▶ _TO DO_
Which of the lines below contain the string "Lele"? Copy each one.

Stored items from a collection:
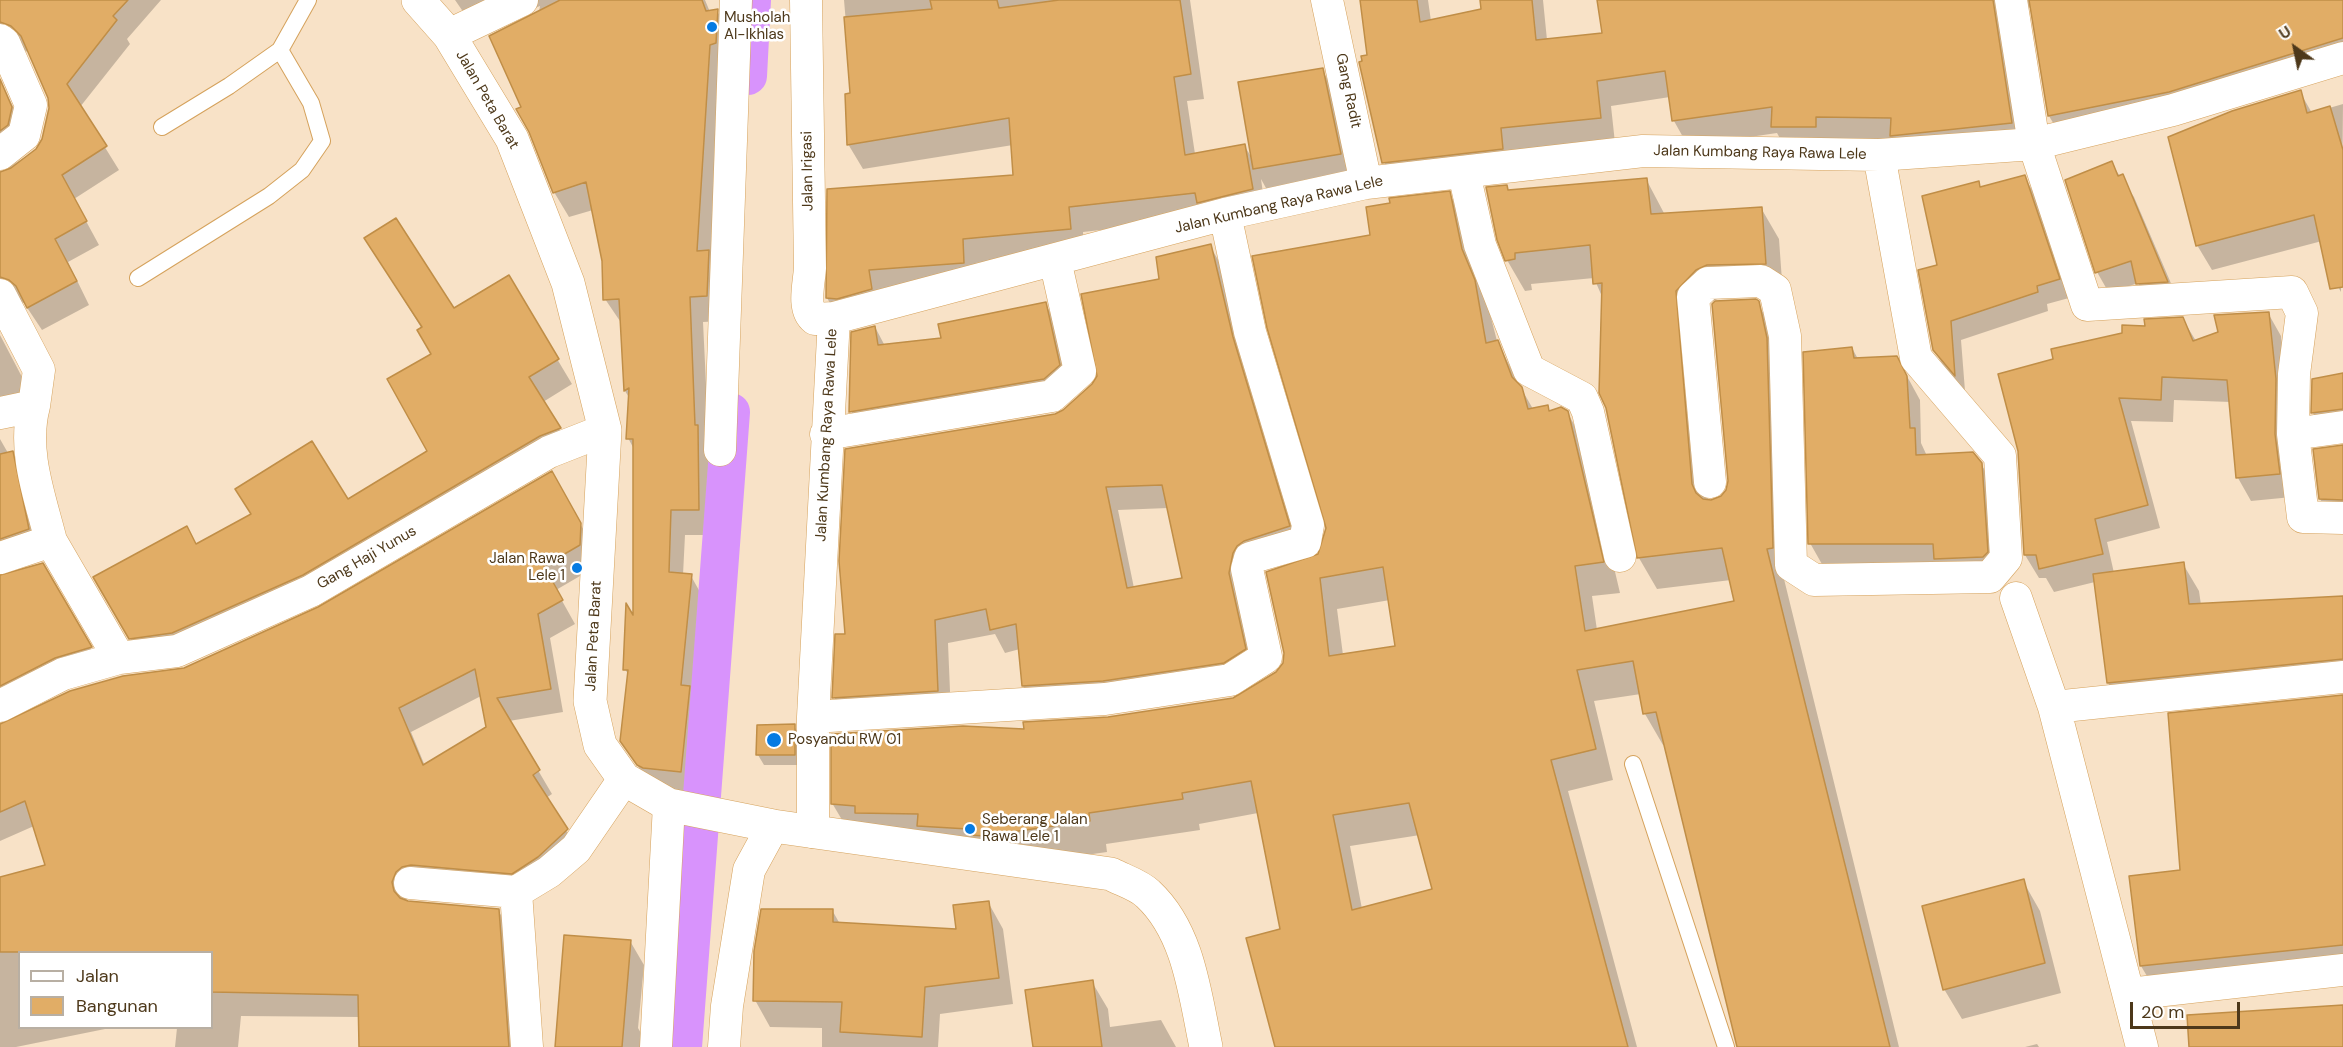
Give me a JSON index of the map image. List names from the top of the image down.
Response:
{
  "streets": {
    "main road": ["Jalan Peta Barat"],
    "street": [
      "Gang Radit",
      "Jalan Kumbang Raya Rawa Lele",
      "Jalan Irigasi",
      "Gang Haji Yunus"
    ]
  },
  "crossings": [
    ["Gang Radit", "Jalan Kumbang Raya Rawa Lele"],
    ["Jalan Peta Barat", "Jalan Kumbang Raya Rawa Lele"],
    ["Jalan Peta Barat", "Gang Haji Yunus"],
    ["Jalan Kumbang Raya Rawa Lele", "Jalan Irigasi"]
  ],
  "places": [
    "Musholah Al-Ikhlas",
    "Jalan Rawa Lele 1",
    "Posyandu RW 01",
    "Seberang Jalan Rawa Lele 1"
  ],
  "legend": ["Jalan", "Bangunan"],
  "scale_bar": "20 m",
  "north": "top left"
}
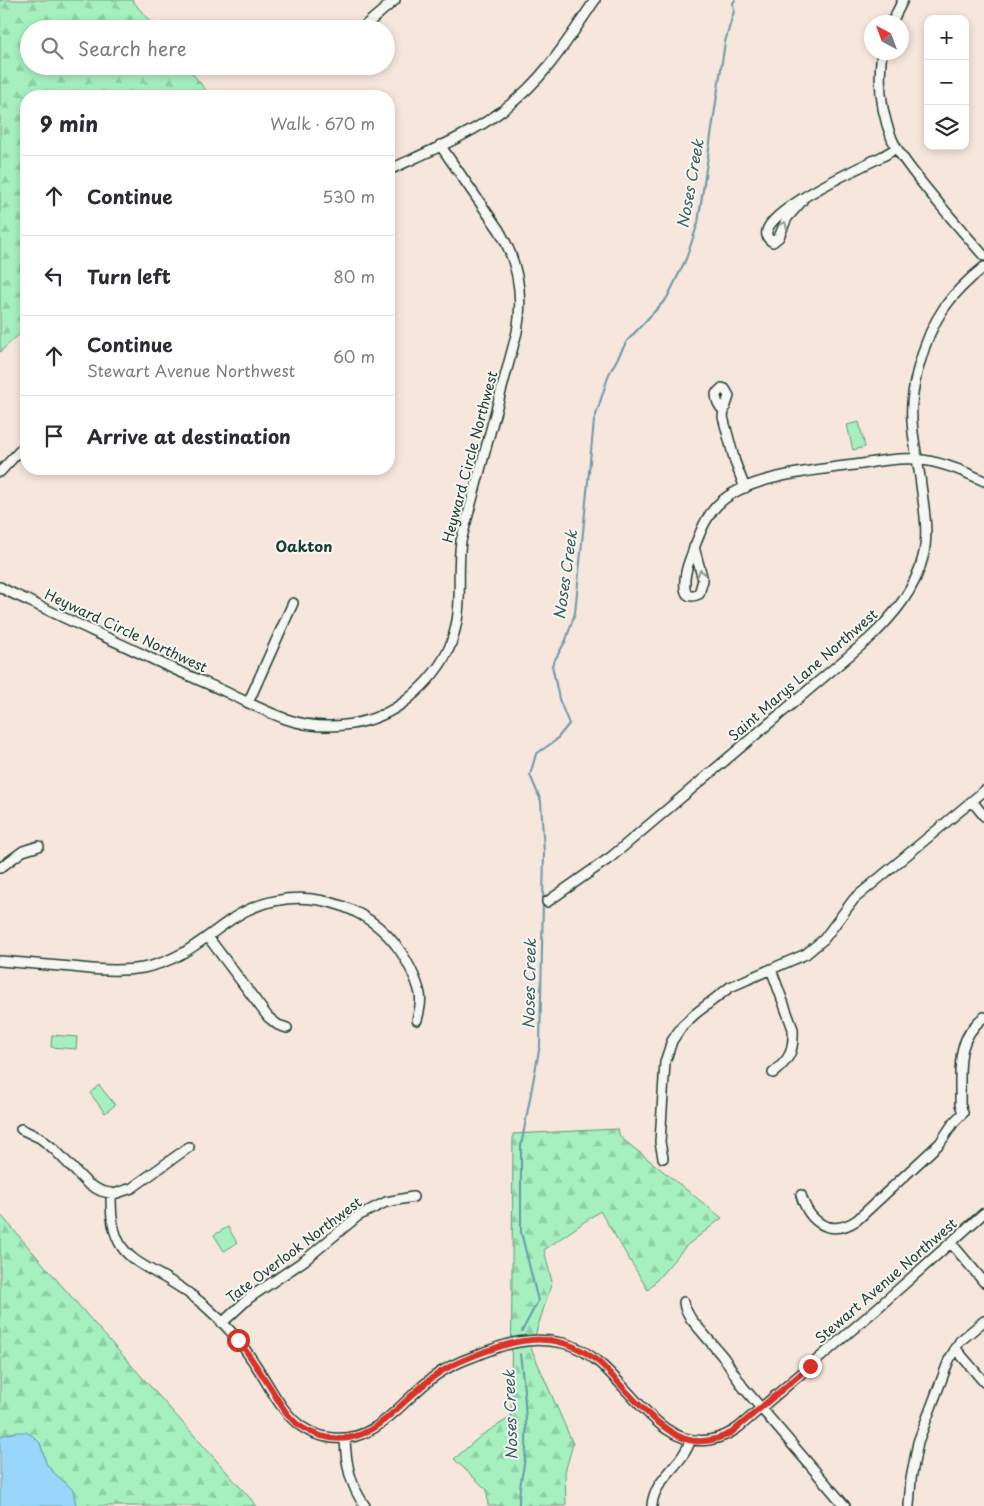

▶ _SOLUTION FOR THIS TASK_
      "Jalan Kumbang Raya Rawa Lele",
    ["Gang Radit", "Jalan Kumbang Raya Rawa Lele"],
    ["Jalan Peta Barat", "Jalan Kumbang Raya Rawa Lele"],
    ["Jalan Kumbang Raya Rawa Lele", "Jalan Irigasi"]
    "Jalan Rawa Lele 1",
    "Seberang Jalan Rawa Lele 1"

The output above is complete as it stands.